PROBLEM DETAILS. Please write out the lines of the data exactly, beginning with the first and ending with the line containing "flex:none; width:33px; height:33px;"; leave the pictures behind.

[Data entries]
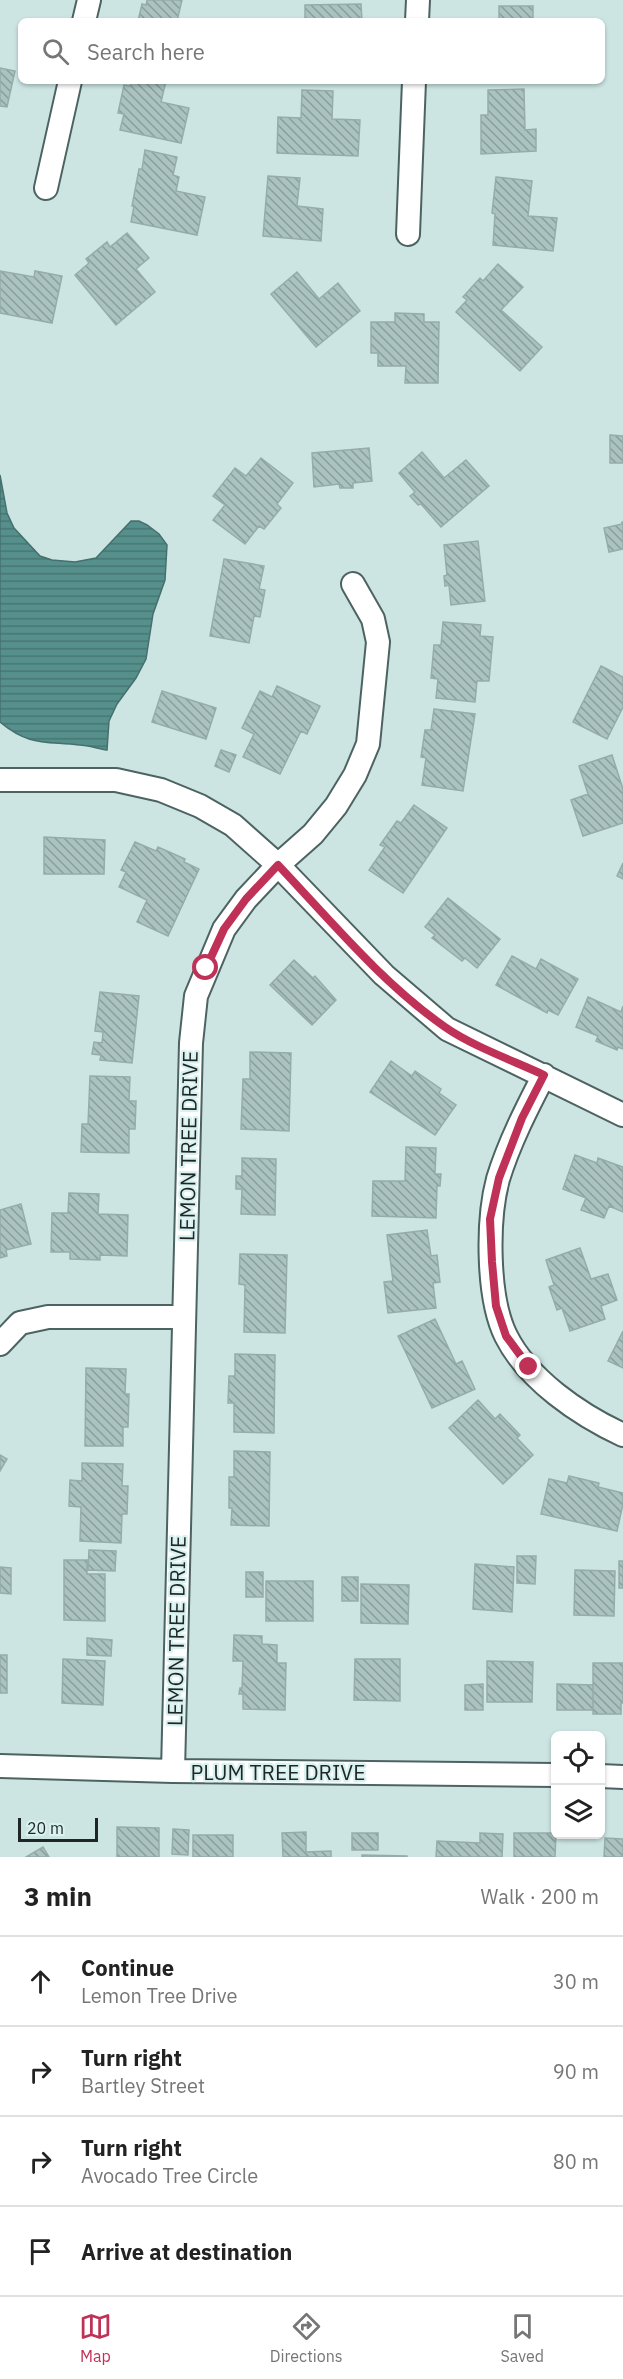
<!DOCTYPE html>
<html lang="en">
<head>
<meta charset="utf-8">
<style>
  :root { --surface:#fff; --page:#f2f2f2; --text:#222; --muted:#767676; --line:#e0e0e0; --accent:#c03158 }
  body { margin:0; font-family:"IBM Plex Sans",sans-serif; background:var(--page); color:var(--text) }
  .controls { position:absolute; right:18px; bottom:18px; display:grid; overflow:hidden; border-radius:9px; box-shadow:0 2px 4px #0004 }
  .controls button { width:54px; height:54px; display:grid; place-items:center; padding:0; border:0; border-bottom:2px solid var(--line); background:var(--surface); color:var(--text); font:30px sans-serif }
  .scale { position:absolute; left:18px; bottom:15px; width:80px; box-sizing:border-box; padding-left:6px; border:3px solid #1e2726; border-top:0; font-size:16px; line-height:21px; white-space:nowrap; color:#1e2726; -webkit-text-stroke:4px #d9f2f0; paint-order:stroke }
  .stop { position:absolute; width:18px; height:18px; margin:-14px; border:4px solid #c03158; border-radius:50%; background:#fff }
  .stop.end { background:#c03158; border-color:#fff; box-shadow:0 2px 6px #0008 }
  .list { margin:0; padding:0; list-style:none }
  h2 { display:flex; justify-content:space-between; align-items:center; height:78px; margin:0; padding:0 24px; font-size:26px }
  h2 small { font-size:20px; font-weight:400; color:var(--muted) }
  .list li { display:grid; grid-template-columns:39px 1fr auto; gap:18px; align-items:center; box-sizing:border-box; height:90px; padding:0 24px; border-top:2px solid var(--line) }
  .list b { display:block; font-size:22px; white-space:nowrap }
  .list p { margin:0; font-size:20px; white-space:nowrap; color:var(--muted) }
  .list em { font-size:20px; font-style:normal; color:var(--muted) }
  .icon { flex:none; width:33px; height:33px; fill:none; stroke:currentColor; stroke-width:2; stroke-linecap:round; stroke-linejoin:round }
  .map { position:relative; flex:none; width:623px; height:1857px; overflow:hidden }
  .search { position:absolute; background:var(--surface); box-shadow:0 2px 4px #0004; left:18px; right:18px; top:18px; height:66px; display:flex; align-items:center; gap:15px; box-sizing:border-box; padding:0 21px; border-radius:9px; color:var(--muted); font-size:22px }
  .sheet { height:438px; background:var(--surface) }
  nav { display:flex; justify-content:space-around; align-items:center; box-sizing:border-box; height:84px; border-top:2px solid var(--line); background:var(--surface); font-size:16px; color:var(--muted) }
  nav a { display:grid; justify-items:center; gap:3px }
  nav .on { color:var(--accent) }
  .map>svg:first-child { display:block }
</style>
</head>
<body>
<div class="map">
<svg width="623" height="1857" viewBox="0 0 623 1857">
  <defs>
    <pattern id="water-rules" width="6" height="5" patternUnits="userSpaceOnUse" patternTransform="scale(1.5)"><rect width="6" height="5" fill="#56908c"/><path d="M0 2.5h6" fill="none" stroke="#477672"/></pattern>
    <pattern id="building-back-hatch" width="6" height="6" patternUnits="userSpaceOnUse" patternTransform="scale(1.5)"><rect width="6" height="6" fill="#aac3c0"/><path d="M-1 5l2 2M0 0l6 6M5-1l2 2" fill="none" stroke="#8a9e9c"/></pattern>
  </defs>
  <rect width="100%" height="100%" fill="#cce5e3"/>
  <path fill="url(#water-rules)" stroke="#45706d" stroke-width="1.5" d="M0 475 7 513 14 528 40 556 52 560 75 562 96 558 131 521H139L147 525 159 534 167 545 165 580 153 614 146 659 136 678 117 704 109 721 107 750C98 749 89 745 79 745 44 741 29 746 0 722Z"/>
  <path fill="url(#building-back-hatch)" stroke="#95acaa" stroke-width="1.5" d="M147 0H182L177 21H138L142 4 146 5Z
    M361 4 362 21H305V5Z
    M499 6H533V21H499Z
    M0 68 15 71 7 107 0 106Z
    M132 81H166L161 102 189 108 181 143 120 130 124 114 118 113 124 85 130 86Z
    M524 89 525 130 536 129V151L481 154V115H488V90Z
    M302 90 333 91 332 119 360 120 358 156 277 153 278 117 301 118Z
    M145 150 177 157 173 175 179 177 176 191 205 197 197 235 131 222 134 206H132L139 169H142Z
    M268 176 300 178 297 206 323 209 321 241 263 236Z
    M496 177 532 181 528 216 557 218 553 251 493 245 495 214 492 213Z
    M127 233 149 258 136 269 155 292 116 325 75 275 89 263 86 259 107 242 110 247Z
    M498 264 523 287 501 310 542 347 520 371 456 312 467 300 463 297 480 278 483 281Z
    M0 271 34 277 35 271 62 276 52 323 0 313Z
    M297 272 319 299 338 283 360 311 316 347 271 294Z
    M395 313 424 314V322H439L438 383H405L406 366H378V353H371V322H395Z
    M610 435 623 436V463H610Z
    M369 448 372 481 353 483V488H340L339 484 314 487 312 453Z
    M422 452 444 478 466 460 489 486 441 527 421 504 418 505 410 496 415 492 399 473Z
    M261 458 293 483 277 504 281 508 264 529 259 526 245 544 213 520 225 505 213 496 235 468 246 476Z
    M622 522H623V549L609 552 604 528 622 524Z
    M478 541 485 601 451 605 449 585 445 586 444 576 447 575 444 545Z
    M224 559 264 566 259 589 265 590 260 617 254 616 249 643 210 636Z
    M443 622 481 625 480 636 493 637 489 681H477L475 702 436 698 438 679 431 678 434 645H441Z
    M601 666 623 677V707L607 739 573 722Z
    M277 686 320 706 307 734 301 731 280 774 243 757 254 734 242 728 260 691 272 697Z
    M162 691 216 708 206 739 152 722Z
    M434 709 475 714 463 791 422 785 426 758 421 757 425 730H431Z
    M221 750 236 755 229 772 215 766Z
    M612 755 623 789V823L583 836 571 800 588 794 579 766Z
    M414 805 447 828 403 893 369 870 385 847 380 845 397 821 401 823Z
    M44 837 105 840 104 874H44Z
    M135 842 156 851 158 847 185 859 184 862 199 869 168 936 137 922 147 900 119 887 126 872 121 870Z
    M623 863V879L617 876Z
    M448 898 500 939 477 968 465 958 462 961 432 938 435 935 425 927Z
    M512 956 536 969 541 959 578 979 558 1015 548 1010 547 1013 496 985Z
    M294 960 313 978 315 976 336 1000 312 1025 270 985Z
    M100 992 139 996 132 1063 100 1060 101 1055 92 1054 94 1042 102 1043 103 1032 95 1031Z
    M588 997 621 1012 623 1006V1049L618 1047 617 1050 596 1041 598 1036 576 1027Z
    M250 1052 291 1053 289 1131 241 1129 243 1079H250Z
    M391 1061 412 1076 415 1071 441 1089 439 1093 456 1105 435 1135 370 1092Z
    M90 1076 130 1077 129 1101H136L135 1129H129V1153L81 1152 82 1124H88Z
    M406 1147 436 1148 435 1174H441L440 1186H437L436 1218 372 1216 373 1181H405Z
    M575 1155 597 1163 598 1158 623 1167V1212L609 1206 604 1218 581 1210 586 1198 563 1189Z
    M242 1158 276 1159 275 1215 241 1214 242 1189H236V1176H242Z
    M69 1193 99 1194 98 1214 128 1215 127 1256 100 1255V1260L70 1259V1252H51L52 1213H68Z
    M21 1204 31 1244 6 1250 7 1256 0 1258V1210Z
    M427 1230 431 1256 437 1255 440 1282 433 1283 436 1308 388 1313 384 1282 393 1281 387 1235Z
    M580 1248 591 1279 608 1274 617 1300 601 1306 605 1319 570 1331 562 1308 557 1310 549 1287 554 1285 546 1260Z
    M240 1254 287 1255 285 1333 244 1332 245 1285 239 1284Z
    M435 1319 456 1364 462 1361 475 1389 432 1408 398 1336Z
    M623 1331V1368L608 1361Z
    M235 1354 275 1355 274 1433 234 1432V1403H228L229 1376H235Z
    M86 1368 126 1369 125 1394H129L128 1427H123V1446H85Z
    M478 1400 495 1419 500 1414 520 1435 517 1438 533 1455 503 1484 449 1428Z
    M234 1451 270 1452 269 1526 231 1525 232 1508H229V1477H234Z
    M0 1455 7 1459 0 1471Z
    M82 1463 123 1464 122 1486H128L127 1514H122L121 1543 80 1541 81 1507 69 1506 70 1480 82 1481Z
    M569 1476 599 1483 598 1487 623 1493V1504L617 1531 541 1514 549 1479 567 1483Z
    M89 1550 116 1551 115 1571 88 1570Z
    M517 1556H536L535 1584 517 1583Z
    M64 1560H87V1574H105V1621L64 1620Z
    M619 1561H623V1588H619Z
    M475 1564 514 1567 512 1612 473 1609Z
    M0 1567 11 1568V1594L0 1593Z
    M575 1570 615 1571 614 1616 574 1615Z
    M246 1572H263V1597H246Z
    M342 1577H358V1601H342Z
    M266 1581H313V1621H266Z
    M361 1584 409 1585 408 1624 361 1623Z
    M234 1635 262 1636V1644L277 1645V1663H286L285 1710 243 1709V1694H239L240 1688H242L243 1661H233Z
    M87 1638 112 1640 111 1656 87 1655Z
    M0 1655H7V1693H0Z
    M63 1659 105 1661 103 1705 62 1703Z
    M355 1659H400V1701L354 1700Z
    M487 1661 533 1662 532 1702H487Z
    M593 1663H623V1703H621V1714H593Z
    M483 1684V1710H465V1685Z
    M557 1684 593 1685V1710H557Z
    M117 1827 159 1828V1857H117Z
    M173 1829 189 1830 188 1855 172 1854Z
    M306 1832V1852L331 1851V1857H283L282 1833Z
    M352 1833H378V1850H352Z
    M480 1833 503 1834 502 1857H436L437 1841 480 1843Z
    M514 1833H556L555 1857H514Z
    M193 1835H233V1857H193Z
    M605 1838 623 1839V1857H604Z
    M43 1847 49 1857H26Z
    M362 1855 407 1856V1857H362Z"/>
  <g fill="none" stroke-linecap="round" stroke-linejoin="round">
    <defs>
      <path id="street" d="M84 21 89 0
        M417 21 418 0
        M46 188 70 81
        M408 234 414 81
        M0 780H116L161 790 200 806 233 825 278 865 384 975 447 1029 623 1115
        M544 1075C527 1108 509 1143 498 1179 487 1220 487 1298 506 1336 528 1380 580 1415 623 1435
        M0 1344 20 1323 48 1317H184
        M0 1766 173 1771 556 1775
        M173 1771 191 1043 196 996 224 929 246 899 278 865 313 834 336 806 355 775 368 744 378 642 373 619 353 584
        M600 1776 623 1777"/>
    </defs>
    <use href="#street" stroke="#4d6361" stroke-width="26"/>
    <use href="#street" stroke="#fff" stroke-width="22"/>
  </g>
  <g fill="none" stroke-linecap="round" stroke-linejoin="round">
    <path stroke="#c03158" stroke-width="8" d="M206 968 224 929 246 899 278 865C331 921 382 983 445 1027 472 1046 514 1061 544 1075L522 1118 499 1178 490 1219 492 1262 496 1306 506 1336 529 1367"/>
  </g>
  <g text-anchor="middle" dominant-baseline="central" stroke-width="4.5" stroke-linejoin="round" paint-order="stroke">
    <g font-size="21" fill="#1e2726" stroke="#d9f2f0">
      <text transform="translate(188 1146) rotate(-89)">LEMON TREE DRIVE</text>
      <text transform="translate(176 1631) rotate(-89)">LEMON TREE DRIVE</text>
      <text x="278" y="1772">PLUM TREE DRIVE</text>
    </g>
  </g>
</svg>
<div class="controls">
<button><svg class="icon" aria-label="locate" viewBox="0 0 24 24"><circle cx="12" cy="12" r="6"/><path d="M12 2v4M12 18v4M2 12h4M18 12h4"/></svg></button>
<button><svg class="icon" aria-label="layers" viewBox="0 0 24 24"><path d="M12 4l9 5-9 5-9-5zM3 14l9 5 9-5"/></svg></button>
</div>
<div class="scale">20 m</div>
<div class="stop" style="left:206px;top:968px"></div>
<div class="stop end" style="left:529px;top:1367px"></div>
<div class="search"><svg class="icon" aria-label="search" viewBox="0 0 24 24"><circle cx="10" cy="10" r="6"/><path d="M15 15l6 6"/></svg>Search here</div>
</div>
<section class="sheet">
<h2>3 min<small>Walk · 200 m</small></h2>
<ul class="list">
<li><svg class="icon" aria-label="ahead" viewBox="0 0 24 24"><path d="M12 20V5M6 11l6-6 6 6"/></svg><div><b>Continue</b><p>Lemon Tree Drive</p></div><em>30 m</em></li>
<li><svg class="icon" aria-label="right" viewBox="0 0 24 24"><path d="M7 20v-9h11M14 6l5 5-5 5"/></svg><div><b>Turn right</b><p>Bartley Street</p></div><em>90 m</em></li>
<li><svg class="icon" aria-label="right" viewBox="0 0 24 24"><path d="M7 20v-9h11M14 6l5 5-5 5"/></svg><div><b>Turn right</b><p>Avocado Tree Circle</p></div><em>80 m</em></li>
<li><svg class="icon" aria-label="arrive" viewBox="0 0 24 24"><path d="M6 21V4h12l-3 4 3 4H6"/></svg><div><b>Arrive at destination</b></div></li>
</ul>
</section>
<nav>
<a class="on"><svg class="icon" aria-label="map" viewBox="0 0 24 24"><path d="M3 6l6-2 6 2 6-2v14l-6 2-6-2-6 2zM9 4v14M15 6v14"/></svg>Map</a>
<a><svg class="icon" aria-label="directions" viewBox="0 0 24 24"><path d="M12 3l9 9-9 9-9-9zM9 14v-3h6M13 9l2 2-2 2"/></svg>Directions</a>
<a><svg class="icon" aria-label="saved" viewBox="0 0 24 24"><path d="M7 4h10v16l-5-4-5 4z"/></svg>Saved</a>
</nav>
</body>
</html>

EXERCISE SOLUTION.
<!DOCTYPE html>
<html lang="en">
<head>
<meta charset="utf-8">
<style>
  :root { --surface:#fff; --page:#f2f2f2; --text:#222; --muted:#767676; --line:#e0e0e0; --accent:#c03158 }
  body { margin:0; font-family:"IBM Plex Sans",sans-serif; background:var(--page); color:var(--text) }
  .controls { position:absolute; right:18px; bottom:18px; display:grid; overflow:hidden; border-radius:9px; box-shadow:0 2px 4px #0004 }
  .controls button { width:54px; height:54px; display:grid; place-items:center; padding:0; border:0; border-bottom:2px solid var(--line); background:var(--surface); color:var(--text); font:30px sans-serif }
  .scale { position:absolute; left:18px; bottom:15px; width:80px; box-sizing:border-box; padding-left:6px; border:3px solid #1e2726; border-top:0; font-size:16px; line-height:21px; white-space:nowrap; color:#1e2726; -webkit-text-stroke:4px #d9f2f0; paint-order:stroke }
  .stop { position:absolute; width:18px; height:18px; margin:-14px; border:4px solid #c03158; border-radius:50%; background:#fff }
  .stop.end { background:#c03158; border-color:#fff; box-shadow:0 2px 6px #0008 }
  .list { margin:0; padding:0; list-style:none }
  h2 { display:flex; justify-content:space-between; align-items:center; height:78px; margin:0; padding:0 24px; font-size:26px }
  h2 small { font-size:20px; font-weight:400; color:var(--muted) }
  .list li { display:grid; grid-template-columns:39px 1fr auto; gap:18px; align-items:center; box-sizing:border-box; height:90px; padding:0 24px; border-top:2px solid var(--line) }
  .list b { display:block; font-size:22px; white-space:nowrap }
  .list p { margin:0; font-size:20px; white-space:nowrap; color:var(--muted) }
  .list em { font-size:20px; font-style:normal; color:var(--muted) }
  .icon { flex:none; width:33px; height:33px; fill:none; stroke:currentColor; stroke-width:2; stroke-linecap:round; stroke-linejoin:round }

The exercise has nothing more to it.